The following script will test the performance when using ground-truth dynamics:

python main/rs_main.py --exp_id rs_${env_type}\
    --task gym_cheetah \
    --num_planning_traj 1000 --planning_depth 10 --random_timesteps 0 \
    --timesteps_per_batch 1 --num_workers 20 --max_timesteps 20000 \
    --gt_dynamics 1

Also, set --check_done 1 for agents to detect if the episode is terminated (needed for gym_fant, gym_fhopper).

2. Mode-Free Model-Based (MB-MF) #22d50c

Nagabandi, Anusha, et al. "Neural network dynamics for model-based deep reinforcement learning with model-free fine-tuning." arXiv preprint arXiv:1708.02596 (2017). Link

python main/mbmf_main.py --exp_id mbmf_gym_cheetah_ppo_seed_1234 \
    --task gym_cheetah --trust_region_method ppo \
    --num_planning_traj 5000 --planning_depth 20 --random_timesteps 1000 \
    --timesteps_per_batch 1000 --dynamics_epochs 30 \
    --num_workers 20 --mb_timesteps 7000 --dagger_epoch 300 \
    --dagger_timesteps_per_iter 1750 --max_timesteps 200000 \
    --seed 1234 --dynamics_batch_size 500

3. Probabilistic Ensembles with Trajectory Sampling (PETS-RS and PETS-CEM) #22d50c #f17819

Chua, K., Calandra, R., McAllister, R., & Levine, S. (2018). Deep reinforcement learning in a handful of trials using probabilistic dynamics models. In Advances in Neural Information Processing Systems (pp. 4754-4765). Link

See the codebase for POPLIN, where you can benchmark PETS-RS and PETS-CEM following the readme. PETS-RS with ground-truth is essentially RS with ground-truth, and to run the PETS-CEM with ground-truth dynamics:

python main/pets_main.py --exp_id pets-gt-gym_cheetah \
    --task gym_cheetah \
    --num_planning_traj 500 --planning_depth 30 --random_timesteps 0 \
    --timesteps_per_batch 1 --num_workers 10 --max_timesteps 20000 \
    --gt_dynamics 1

Policy Search with Backpropagation through Time

4. Probabilistic Inference for Learning Control (PILCO) #f17819

Deisenroth, M., & Rasmussen, C. E. (2011). PILCO: A model-based and data-efficient approach to policy search. In Proceedings of the 28th International Conference on machine learning (ICML-11) (pp. 465-472). Link

We implemented and benchmarked the environments in this repo PILCO.

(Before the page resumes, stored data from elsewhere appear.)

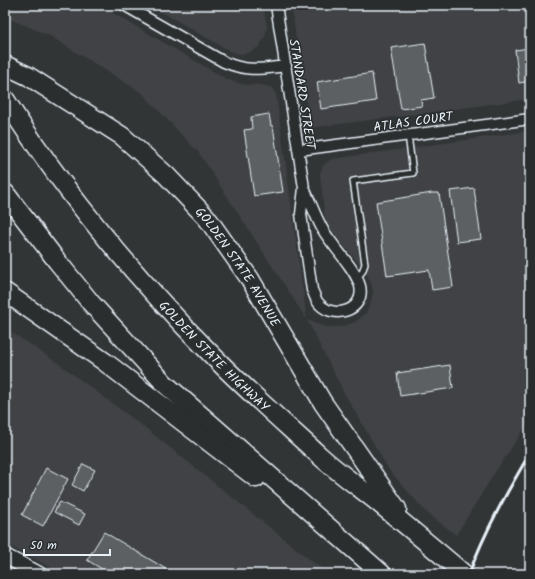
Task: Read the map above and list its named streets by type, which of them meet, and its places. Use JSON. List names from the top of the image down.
{
  "streets": {
    "highway": ["GOLDEN STATE AVENUE", "GOLDEN STATE HIGHWAY"],
    "street": ["STANDARD STREET", "ATLAS COURT"]
  },
  "crossings": [
    ["STANDARD STREET", "ATLAS COURT"],
    ["GOLDEN STATE AVENUE", "GOLDEN STATE HIGHWAY"]
  ],
  "scale_bar": "50 m"
}
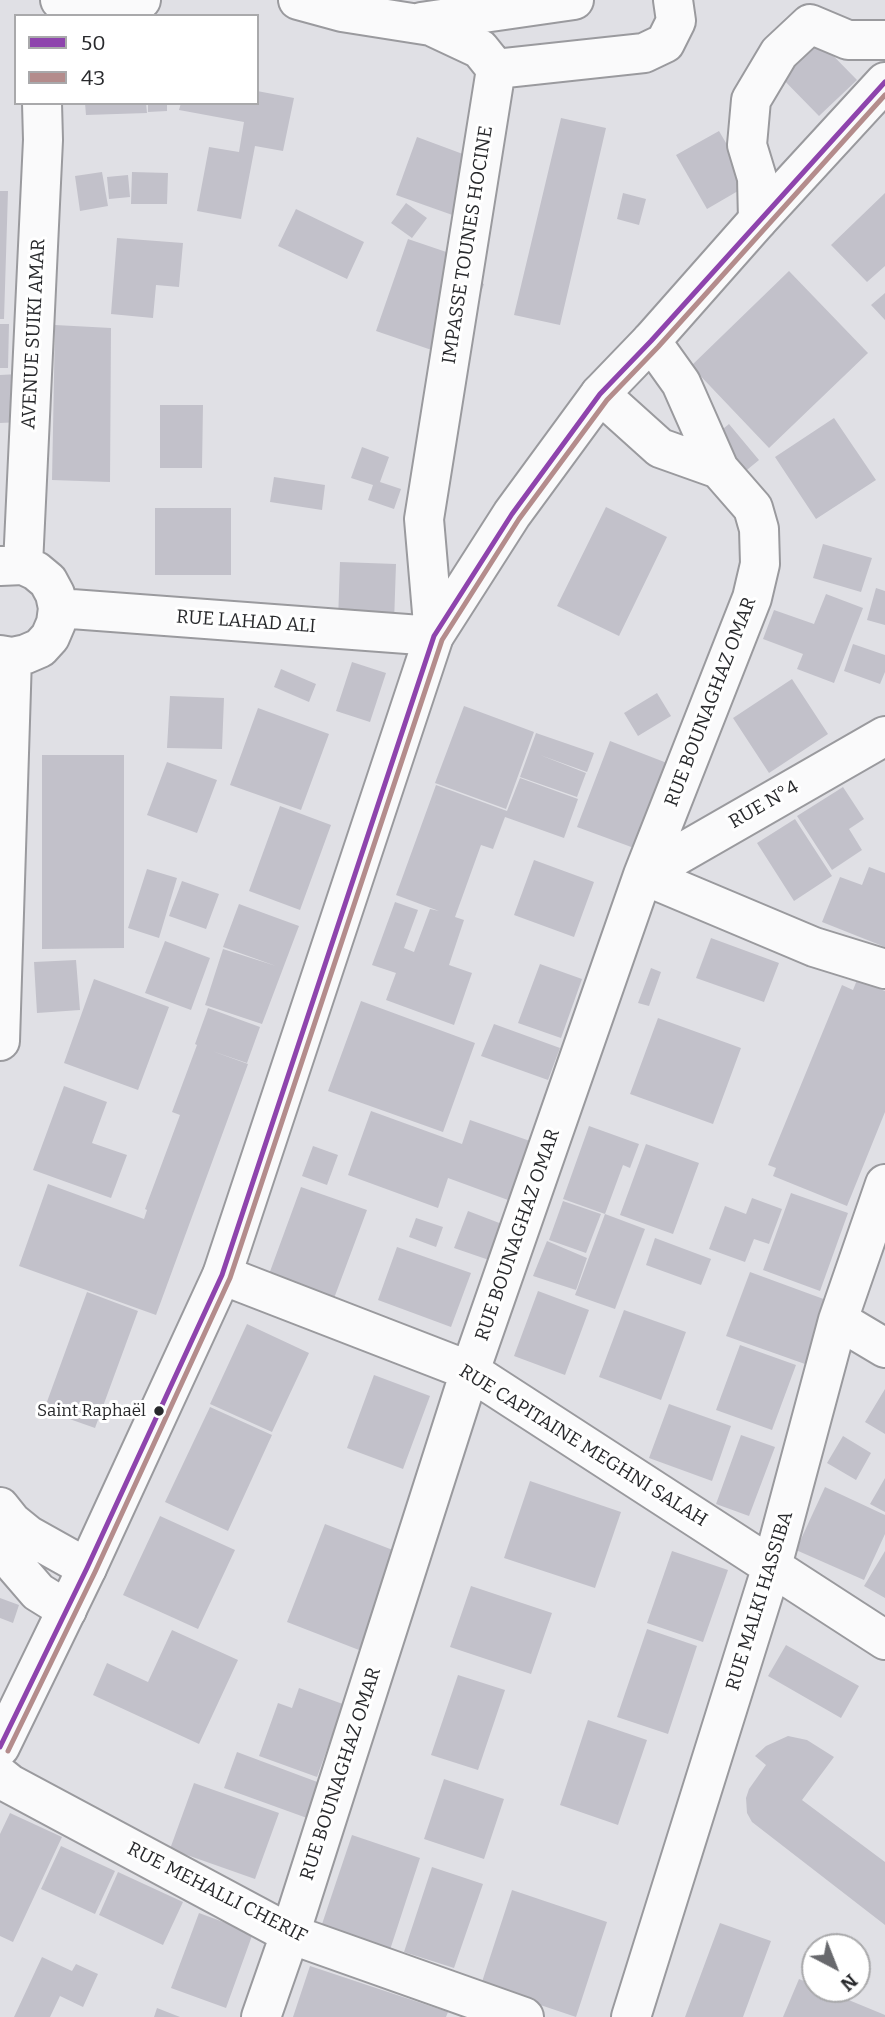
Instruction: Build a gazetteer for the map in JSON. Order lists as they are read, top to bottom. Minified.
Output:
{"streets":{"street":["IMPASSE TOUNES HOCINE","AVENUE SUIKI AMAR","RUE LAHAD ALI","RUE BOUNAGHAZ OMAR","RUE N°4","RUE CAPITAINE MEGHNI SALAH","RUE MALKI HASSIBA","RUE MEHALLI CHERIF"]},"crossings":[["IMPASSE TOUNES HOCINE","RUE LAHAD ALI"],["RUE BOUNAGHAZ OMAR","RUE N°4"],["RUE BOUNAGHAZ OMAR","RUE CAPITAINE MEGHNI SALAH"],["RUE BOUNAGHAZ OMAR","RUE MEHALLI CHERIF"],["RUE CAPITAINE MEGHNI SALAH","RUE MALKI HASSIBA"]],"places":["Saint Raphaël"],"lines":["transit line 50","transit line 43"],"legend":["50","43"],"north":"bottom right"}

5. Iterative Linear Quadratic-Gaussian (iLQG) #22d50c

Tassa, Y., Erez, T., & Todorov, E. (2012, October). Synthesis and stabilization of complex behaviors through online trajectory optimization. In 2012 IEEE/RSJ International Conference on Intelligent Robots and Systems (pp. 4906-4913). IEEE. Link

python main/ilqr_main.py  --exp_id ilqr-gym_cheetah \ 
    --max_timesteps 2000 --task gym_cheetah \
    --timesteps_per_batch 1 --ilqr_iteration 10 --ilqr_depth 30 \
    --max_ilqr_linesearch_backtrack 10  --num_workers 2 \
    --gt_dynamics 1

6. Guided Policy Search (GPS) #f17819

Levine, Sergey, and Vladlen Koltun. "Guided policy search." International Conference on Machine Learning. 2013 Link

We implemented and benchmarked the environments in this repo GPS.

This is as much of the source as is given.